La stimulation électrique du cerveau : un boost pour les performances cognitives aux conséquences encore floues

En décembre 2016, Neuropsychologia a publié une étude, dirigée par Michael C. Trumbo [1], dont les conclusions ont surpris les auteurs eux-mêmes : lorsque les électrodes sont placées sur une partie bien précise du cerveau – le cortex préfontal dorsolatéral droit – au cours d’exercices sur la mémoire de travail, la stimulation peut engendrer à court terme des gains de performance non seulement sur la tâche faisant l’objet des exercices – se remémorer des séries de lettres – mais également sur les tests de logique.

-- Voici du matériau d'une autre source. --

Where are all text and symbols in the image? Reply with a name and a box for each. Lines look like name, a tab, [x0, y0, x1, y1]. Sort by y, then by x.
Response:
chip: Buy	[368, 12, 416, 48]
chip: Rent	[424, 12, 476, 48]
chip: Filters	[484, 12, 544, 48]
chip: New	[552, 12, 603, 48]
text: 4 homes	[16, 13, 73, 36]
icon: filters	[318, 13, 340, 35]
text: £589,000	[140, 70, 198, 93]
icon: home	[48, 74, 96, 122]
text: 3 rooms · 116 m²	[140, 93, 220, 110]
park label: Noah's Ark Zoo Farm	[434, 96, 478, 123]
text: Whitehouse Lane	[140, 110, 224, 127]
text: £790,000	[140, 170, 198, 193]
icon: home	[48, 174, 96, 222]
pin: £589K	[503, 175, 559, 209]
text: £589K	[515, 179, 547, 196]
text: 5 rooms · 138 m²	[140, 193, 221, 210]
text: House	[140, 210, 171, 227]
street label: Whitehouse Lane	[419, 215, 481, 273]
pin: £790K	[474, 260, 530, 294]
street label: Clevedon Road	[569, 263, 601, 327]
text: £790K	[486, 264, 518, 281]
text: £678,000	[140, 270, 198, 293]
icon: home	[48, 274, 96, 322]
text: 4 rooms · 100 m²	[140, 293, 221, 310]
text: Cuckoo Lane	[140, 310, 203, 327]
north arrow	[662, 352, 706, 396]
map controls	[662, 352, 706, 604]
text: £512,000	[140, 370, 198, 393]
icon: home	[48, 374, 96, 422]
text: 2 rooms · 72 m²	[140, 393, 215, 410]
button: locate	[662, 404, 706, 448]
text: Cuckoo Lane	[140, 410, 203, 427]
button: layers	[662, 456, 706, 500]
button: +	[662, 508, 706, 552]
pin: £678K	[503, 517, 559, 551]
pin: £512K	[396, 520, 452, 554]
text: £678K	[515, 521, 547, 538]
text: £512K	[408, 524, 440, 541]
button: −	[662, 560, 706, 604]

Le laboratoire Sandia d’Albukerque où s’est déroulée l’étude a fourni des pistes d’explication dans un communiqué de presse : « une explication qu’offre Trumbo est que le cortex préfontal dorsolatéral droit est particulièrement impliqué dans l’usage de la pensée stratégique durant les exercices. En stimulant la bonne partie durant les exercices relatifs aux mots, les volontaires semblent améliorer leur usage de la stratégie. La stimulation transcrânienne à courant direct améliore la connexion entre ces neurones, ce qui engendre une capacité améliorée d’utiliser cette pensée stratégique, même sur d’autres tâches. » Les auteurs soulignent que cette étude, qui ne visait pas à collecter des données sur la pensée stratégique, doit être confirmée par d’autres travaux plus spécifiques [2].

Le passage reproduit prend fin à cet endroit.